Below are the records. State how many of their lines contain "JSON", with nothing else.

◇ ◇ ◇ ◇

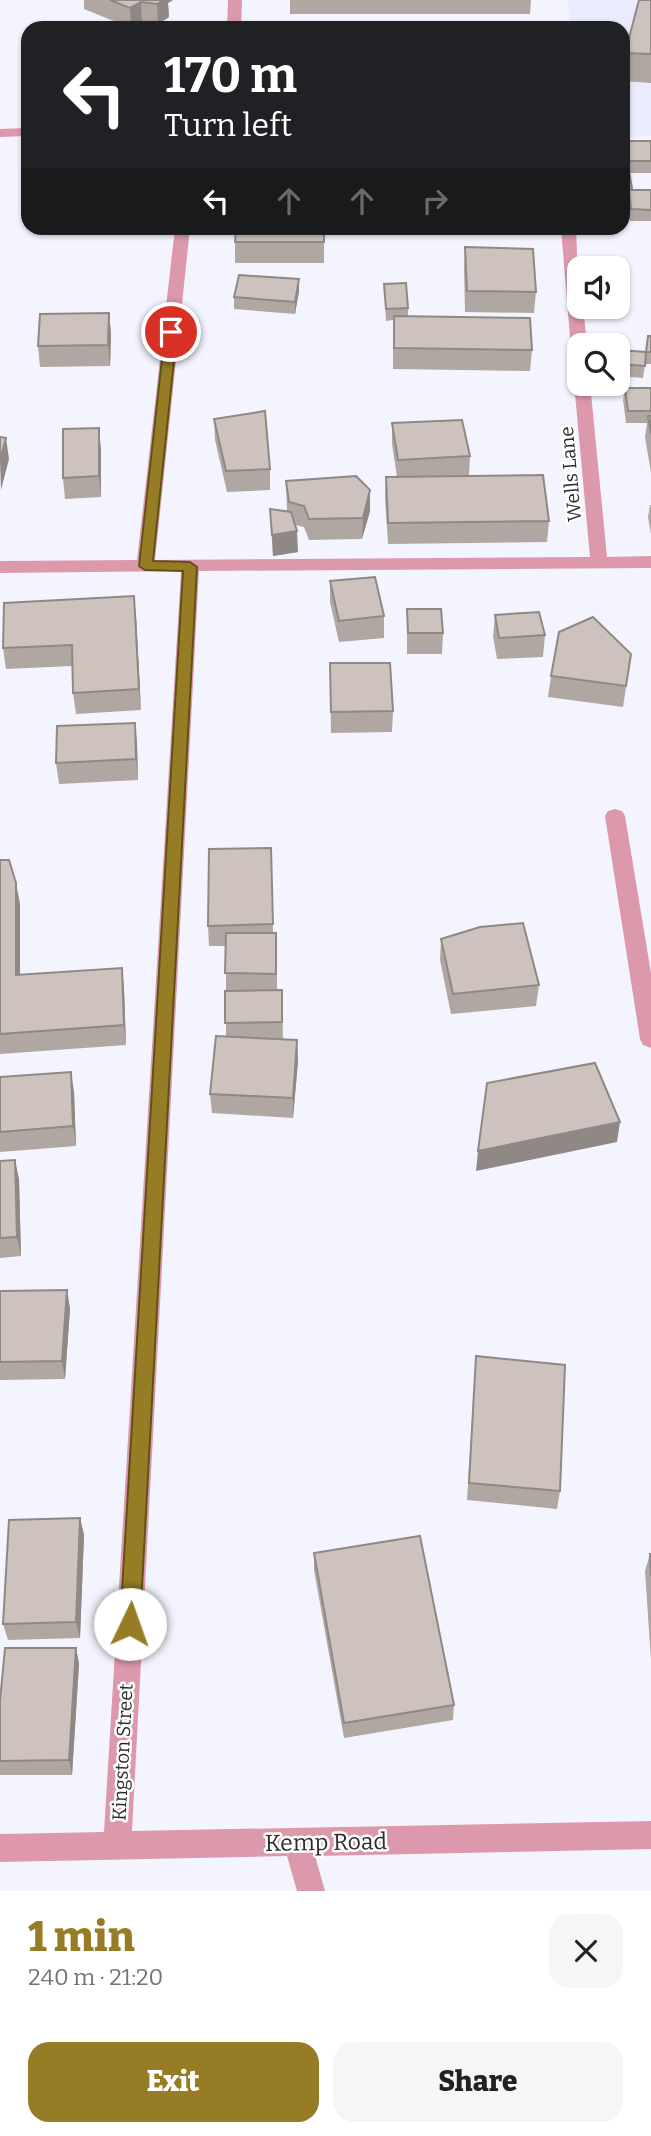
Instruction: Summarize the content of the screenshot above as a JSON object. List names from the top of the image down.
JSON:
{
  "streets": {
    "street": ["Wells Lane", "Kingston Street", "Kemp Road"]
  },
  "crossings": [
    ["Kingston Street", "Kemp Road"]
  ],
  "page": {
    "turn": ["170 m", "Turn left"],
    "heading": ["1 min", "240 m · 21:20"],
    "buttons": ["Exit", "Share"]
  }
}
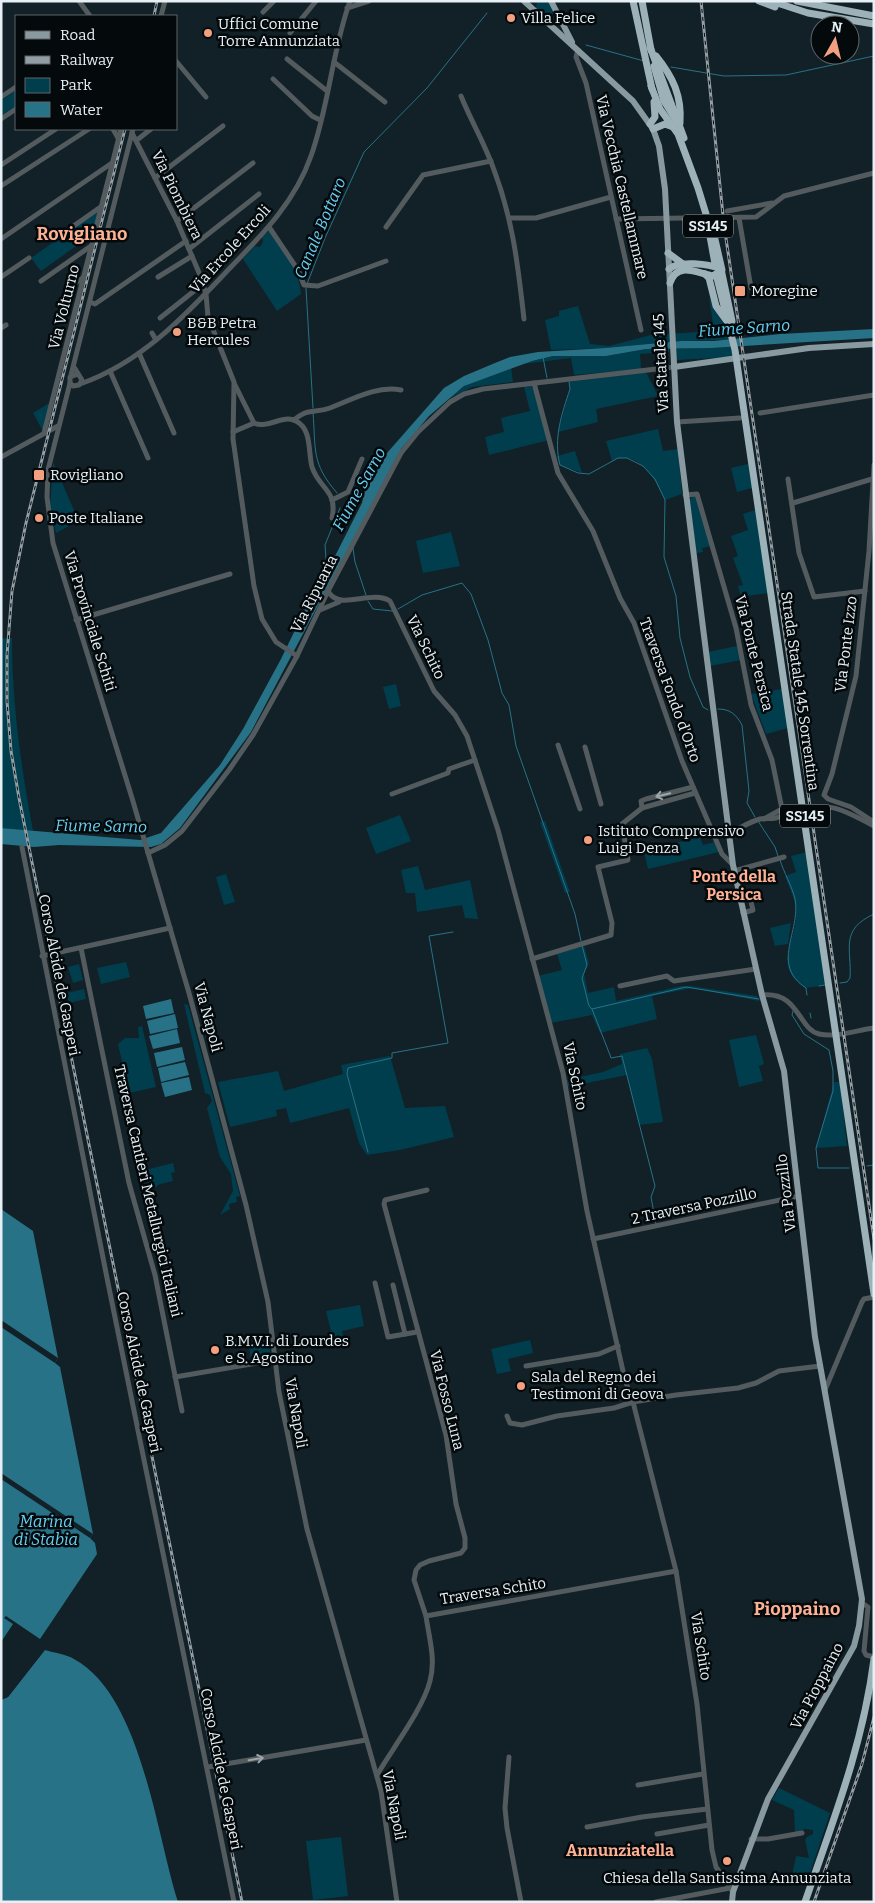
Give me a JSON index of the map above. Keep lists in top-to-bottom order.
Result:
{
  "streets": {
    "highway": ["SS145", "Strada Statale 145 Sorrentina"],
    "main road": ["Via Statale 145", "Via Pozzillo", "Via Pioppaino"],
    "street": [
      "Via Vecchia Castellammare",
      "Via Piombiera",
      "Via Ercole Ercoli",
      "Via Volturno",
      "Via Ripuaria",
      "Via Provinciale Schiti",
      "Via Ponte Izzo",
      "Via Schito",
      "Via Ponte Persica",
      "Traversa Fondo d'Orto",
      "Corso Alcide de Gasperi",
      "Via Napoli",
      "Traversa Cantieri Metallurgici Italiani",
      "2 Traversa Pozzillo",
      "Via Fosso Luna",
      "Traversa Schito"
    ]
  },
  "crossings": [
    ["Via Vecchia Castellammare", "Via Statale 145"],
    ["Via Piombiera", "Via Ercole Ercoli"],
    ["Via Piombiera", "Via Ripuaria"],
    ["SS145", "Strada Statale 145 Sorrentina"],
    ["Via Ercole Ercoli", "Via Provinciale Schiti"],
    ["Via Statale 145", "Via Ripuaria"],
    ["Via Statale 145", "Via Ponte Persica"],
    ["Via Statale 145", "Traversa Fondo d'Orto"],
    ["Via Statale 145", "Via Pozzillo"],
    ["Via Ripuaria", "Via Provinciale Schiti"],
    ["Via Ripuaria", "Via Schito"],
    ["Via Ripuaria", "Traversa Fondo d'Orto"],
    ["Via Ripuaria", "Via Napoli"],
    ["Via Provinciale Schiti", "Via Napoli"],
    ["Via Schito", "2 Traversa Pozzillo"],
    ["Via Schito", "Traversa Schito"],
    ["Via Schito", "Via Pioppaino"],
    ["Traversa Fondo d'Orto", "Via Pozzillo"],
    ["Via Napoli", "Traversa Schito"],
    ["Via Pozzillo", "2 Traversa Pozzillo"],
    ["Via Pozzillo", "Via Pioppaino"],
    ["Via Fosso Luna", "Traversa Schito"]
  ],
  "districts": [
    "Rovigliano",
    "Ponte della Persica",
    "Pioppaino",
    "Annunziatella"
  ],
  "water": ["Canale Bottaro", "Fiume Sarno", "Marina di Stabia"],
  "places": {
    "other": [
      "Villa Felice",
      "Uffici Comune Torre Annunziata",
      "B&B Petra Hercules",
      "Poste Italiane",
      "Istituto Comprensivo Luigi Denza",
      "B.M.V.I. di Lourdes e S. Agostino",
      "Sala del Regno dei Testimoni di Geova",
      "Chiesa della Santissima Annunziata"
    ],
    "transit": ["Moregine", "Rovigliano"]
  },
  "legend": [
    "Road",
    "Railway",
    "Park",
    "Water"
  ],
  "north": "top"
}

◇ ◇ ◇ ◇

**Output for this task:**
3